> EXERCISE GOAL
Lift out each line of the data that holds "Taman".

> ENTRIES PROVIDED
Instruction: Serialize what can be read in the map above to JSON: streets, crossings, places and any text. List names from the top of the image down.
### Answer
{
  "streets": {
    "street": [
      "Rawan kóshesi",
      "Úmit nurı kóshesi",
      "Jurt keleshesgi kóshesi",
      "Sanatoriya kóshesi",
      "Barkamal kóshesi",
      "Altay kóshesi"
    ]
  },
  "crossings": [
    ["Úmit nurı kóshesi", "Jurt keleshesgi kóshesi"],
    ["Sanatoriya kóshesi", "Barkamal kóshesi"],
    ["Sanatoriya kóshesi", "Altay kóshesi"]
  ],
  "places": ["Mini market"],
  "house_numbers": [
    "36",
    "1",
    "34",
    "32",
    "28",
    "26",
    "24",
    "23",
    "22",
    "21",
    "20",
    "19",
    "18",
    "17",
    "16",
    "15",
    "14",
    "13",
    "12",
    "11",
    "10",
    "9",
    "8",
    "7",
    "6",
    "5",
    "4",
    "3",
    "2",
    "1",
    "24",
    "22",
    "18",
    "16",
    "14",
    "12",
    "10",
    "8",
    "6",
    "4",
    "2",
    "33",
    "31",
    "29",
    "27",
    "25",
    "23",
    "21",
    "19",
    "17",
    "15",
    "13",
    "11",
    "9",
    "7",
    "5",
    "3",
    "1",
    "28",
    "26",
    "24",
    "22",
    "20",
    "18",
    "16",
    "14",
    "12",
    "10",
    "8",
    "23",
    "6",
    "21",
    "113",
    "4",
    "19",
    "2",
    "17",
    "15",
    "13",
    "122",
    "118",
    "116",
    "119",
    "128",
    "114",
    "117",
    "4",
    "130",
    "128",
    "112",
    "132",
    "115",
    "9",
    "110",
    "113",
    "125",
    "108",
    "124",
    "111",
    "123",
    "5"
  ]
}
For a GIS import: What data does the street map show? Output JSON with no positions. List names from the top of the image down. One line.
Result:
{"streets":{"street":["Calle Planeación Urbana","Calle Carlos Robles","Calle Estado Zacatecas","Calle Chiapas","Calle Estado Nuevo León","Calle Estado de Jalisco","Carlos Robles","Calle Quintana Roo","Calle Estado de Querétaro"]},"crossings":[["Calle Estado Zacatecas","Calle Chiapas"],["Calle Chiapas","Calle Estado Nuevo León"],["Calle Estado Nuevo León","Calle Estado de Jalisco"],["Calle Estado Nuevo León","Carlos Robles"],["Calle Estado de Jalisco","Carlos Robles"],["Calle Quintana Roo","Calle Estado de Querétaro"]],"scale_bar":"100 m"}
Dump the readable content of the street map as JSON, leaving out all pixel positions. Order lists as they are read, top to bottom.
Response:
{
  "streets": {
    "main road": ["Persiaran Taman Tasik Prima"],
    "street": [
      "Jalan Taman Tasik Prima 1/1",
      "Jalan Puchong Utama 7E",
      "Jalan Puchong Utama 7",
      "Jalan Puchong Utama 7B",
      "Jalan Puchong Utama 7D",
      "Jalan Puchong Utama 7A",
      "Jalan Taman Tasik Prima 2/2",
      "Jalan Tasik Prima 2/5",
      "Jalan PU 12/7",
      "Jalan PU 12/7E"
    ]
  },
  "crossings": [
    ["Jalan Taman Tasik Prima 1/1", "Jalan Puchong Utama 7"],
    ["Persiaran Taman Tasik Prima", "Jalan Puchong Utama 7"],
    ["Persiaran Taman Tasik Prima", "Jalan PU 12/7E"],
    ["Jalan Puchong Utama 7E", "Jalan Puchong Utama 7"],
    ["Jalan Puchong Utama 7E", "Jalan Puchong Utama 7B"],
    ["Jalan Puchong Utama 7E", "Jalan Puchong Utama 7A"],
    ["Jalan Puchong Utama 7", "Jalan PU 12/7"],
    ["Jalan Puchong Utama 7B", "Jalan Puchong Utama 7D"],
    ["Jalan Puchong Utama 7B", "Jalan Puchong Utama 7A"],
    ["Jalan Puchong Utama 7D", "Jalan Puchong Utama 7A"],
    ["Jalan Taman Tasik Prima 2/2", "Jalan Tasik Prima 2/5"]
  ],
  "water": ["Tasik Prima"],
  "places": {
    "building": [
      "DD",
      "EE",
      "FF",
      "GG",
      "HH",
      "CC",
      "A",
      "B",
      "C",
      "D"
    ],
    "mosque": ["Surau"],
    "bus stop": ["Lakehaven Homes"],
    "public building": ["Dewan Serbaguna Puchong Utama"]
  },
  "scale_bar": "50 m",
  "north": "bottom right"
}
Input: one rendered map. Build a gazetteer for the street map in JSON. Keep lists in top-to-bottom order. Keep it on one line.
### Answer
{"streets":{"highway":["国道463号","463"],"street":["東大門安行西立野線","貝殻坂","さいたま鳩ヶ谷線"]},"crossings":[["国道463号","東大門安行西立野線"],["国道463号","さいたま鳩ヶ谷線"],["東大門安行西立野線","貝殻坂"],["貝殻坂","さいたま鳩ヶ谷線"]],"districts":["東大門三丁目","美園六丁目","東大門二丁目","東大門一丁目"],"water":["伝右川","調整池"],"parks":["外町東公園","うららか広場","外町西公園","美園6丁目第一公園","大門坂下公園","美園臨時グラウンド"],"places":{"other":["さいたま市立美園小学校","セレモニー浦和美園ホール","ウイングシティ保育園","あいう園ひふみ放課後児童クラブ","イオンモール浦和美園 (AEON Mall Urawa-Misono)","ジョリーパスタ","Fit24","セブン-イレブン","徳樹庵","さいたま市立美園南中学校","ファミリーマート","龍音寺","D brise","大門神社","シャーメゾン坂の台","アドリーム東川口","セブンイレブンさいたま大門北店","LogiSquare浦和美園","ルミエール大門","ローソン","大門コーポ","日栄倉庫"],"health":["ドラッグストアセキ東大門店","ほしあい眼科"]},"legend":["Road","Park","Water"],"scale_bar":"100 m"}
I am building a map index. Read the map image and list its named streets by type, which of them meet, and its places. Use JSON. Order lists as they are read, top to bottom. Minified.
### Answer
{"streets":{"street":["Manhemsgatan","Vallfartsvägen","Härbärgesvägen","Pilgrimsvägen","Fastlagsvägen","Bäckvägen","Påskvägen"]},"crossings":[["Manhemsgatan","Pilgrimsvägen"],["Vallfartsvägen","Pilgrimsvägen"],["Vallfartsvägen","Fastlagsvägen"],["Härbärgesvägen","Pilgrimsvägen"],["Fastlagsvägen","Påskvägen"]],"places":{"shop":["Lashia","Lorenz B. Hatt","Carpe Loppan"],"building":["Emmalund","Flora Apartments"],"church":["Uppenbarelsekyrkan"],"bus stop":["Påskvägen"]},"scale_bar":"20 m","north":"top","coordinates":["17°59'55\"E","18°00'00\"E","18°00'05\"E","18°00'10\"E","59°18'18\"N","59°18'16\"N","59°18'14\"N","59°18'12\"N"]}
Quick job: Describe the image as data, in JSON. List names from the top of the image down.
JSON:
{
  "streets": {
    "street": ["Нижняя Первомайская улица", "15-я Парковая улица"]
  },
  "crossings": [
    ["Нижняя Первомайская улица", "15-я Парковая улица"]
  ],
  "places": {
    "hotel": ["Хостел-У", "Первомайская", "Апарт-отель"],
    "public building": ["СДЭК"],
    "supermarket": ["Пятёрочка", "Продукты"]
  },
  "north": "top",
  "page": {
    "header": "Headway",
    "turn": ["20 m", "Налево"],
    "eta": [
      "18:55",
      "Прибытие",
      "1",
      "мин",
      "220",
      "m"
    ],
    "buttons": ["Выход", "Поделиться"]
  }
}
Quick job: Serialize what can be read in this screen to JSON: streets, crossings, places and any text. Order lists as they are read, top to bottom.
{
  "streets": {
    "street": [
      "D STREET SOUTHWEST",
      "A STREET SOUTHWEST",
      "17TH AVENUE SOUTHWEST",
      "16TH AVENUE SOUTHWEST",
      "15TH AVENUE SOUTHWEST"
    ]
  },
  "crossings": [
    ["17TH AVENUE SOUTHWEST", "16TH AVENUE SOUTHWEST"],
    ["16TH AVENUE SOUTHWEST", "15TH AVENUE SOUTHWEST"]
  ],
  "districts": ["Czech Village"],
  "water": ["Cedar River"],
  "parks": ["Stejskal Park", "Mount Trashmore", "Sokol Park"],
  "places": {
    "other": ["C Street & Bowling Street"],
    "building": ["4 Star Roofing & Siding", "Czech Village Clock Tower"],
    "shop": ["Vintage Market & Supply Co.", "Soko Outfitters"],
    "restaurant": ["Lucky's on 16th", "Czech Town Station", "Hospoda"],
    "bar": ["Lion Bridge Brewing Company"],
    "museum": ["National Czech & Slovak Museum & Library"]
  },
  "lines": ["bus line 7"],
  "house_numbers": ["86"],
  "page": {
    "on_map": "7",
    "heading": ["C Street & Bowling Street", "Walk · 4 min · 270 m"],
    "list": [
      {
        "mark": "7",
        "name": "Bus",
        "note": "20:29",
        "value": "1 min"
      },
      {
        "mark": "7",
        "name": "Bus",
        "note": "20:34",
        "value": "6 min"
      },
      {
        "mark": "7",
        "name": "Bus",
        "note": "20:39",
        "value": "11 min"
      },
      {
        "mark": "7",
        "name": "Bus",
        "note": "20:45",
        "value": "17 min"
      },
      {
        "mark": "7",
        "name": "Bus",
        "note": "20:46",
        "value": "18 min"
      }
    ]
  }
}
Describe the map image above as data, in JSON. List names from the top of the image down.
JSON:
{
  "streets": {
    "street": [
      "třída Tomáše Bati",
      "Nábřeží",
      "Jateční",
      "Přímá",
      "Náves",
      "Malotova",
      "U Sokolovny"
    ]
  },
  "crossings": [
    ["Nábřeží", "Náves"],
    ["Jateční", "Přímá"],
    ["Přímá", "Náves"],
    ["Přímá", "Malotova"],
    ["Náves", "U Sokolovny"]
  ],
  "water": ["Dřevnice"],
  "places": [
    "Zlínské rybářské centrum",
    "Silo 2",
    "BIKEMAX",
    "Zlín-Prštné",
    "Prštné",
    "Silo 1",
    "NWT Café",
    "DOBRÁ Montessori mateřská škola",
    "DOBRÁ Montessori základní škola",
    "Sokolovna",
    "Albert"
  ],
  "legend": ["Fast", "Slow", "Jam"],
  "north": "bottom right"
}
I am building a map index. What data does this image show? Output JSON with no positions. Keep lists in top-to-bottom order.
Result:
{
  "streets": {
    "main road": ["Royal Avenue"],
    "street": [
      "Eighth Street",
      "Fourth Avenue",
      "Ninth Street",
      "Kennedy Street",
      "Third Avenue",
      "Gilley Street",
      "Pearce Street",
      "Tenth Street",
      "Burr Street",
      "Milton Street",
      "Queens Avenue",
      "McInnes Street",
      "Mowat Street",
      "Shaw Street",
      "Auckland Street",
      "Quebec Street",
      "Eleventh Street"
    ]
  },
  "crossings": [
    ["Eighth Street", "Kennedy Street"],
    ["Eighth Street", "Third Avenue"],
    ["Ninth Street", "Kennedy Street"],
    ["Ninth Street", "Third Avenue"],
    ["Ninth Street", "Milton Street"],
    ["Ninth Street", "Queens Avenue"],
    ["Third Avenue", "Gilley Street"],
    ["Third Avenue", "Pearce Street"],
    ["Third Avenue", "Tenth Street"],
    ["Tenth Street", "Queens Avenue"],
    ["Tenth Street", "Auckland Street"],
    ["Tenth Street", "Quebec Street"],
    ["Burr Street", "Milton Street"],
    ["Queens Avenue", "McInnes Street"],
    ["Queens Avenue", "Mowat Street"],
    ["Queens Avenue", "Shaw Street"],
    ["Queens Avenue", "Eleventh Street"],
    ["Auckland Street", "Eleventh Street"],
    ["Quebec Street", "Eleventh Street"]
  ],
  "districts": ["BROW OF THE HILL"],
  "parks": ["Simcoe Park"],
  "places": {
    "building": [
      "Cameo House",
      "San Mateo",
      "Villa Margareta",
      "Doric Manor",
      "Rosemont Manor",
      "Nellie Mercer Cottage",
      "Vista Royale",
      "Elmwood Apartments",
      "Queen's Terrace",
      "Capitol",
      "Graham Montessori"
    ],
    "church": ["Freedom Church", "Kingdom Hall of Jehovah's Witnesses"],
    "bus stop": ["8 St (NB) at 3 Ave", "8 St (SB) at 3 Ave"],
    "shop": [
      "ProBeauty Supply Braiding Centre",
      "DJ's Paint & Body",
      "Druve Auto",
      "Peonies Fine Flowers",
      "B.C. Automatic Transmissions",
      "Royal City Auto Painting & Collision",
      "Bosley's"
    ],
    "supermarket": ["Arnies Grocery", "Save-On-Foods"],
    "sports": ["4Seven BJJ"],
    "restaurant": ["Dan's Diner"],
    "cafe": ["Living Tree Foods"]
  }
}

> EXERCISE ANSWER
    "main road": ["Persiaran Taman Tasik Prima"],
      "Jalan Taman Tasik Prima 1/1",
      "Jalan Taman Tasik Prima 2/2",
    ["Jalan Taman Tasik Prima 1/1", "Jalan Puchong Utama 7"],
    ["Persiaran Taman Tasik Prima", "Jalan Puchong Utama 7"],
    ["Persiaran Taman Tasik Prima", "Jalan PU 12/7E"],
    ["Jalan Taman Tasik Prima 2/2", "Jalan Tasik Prima 2/5"]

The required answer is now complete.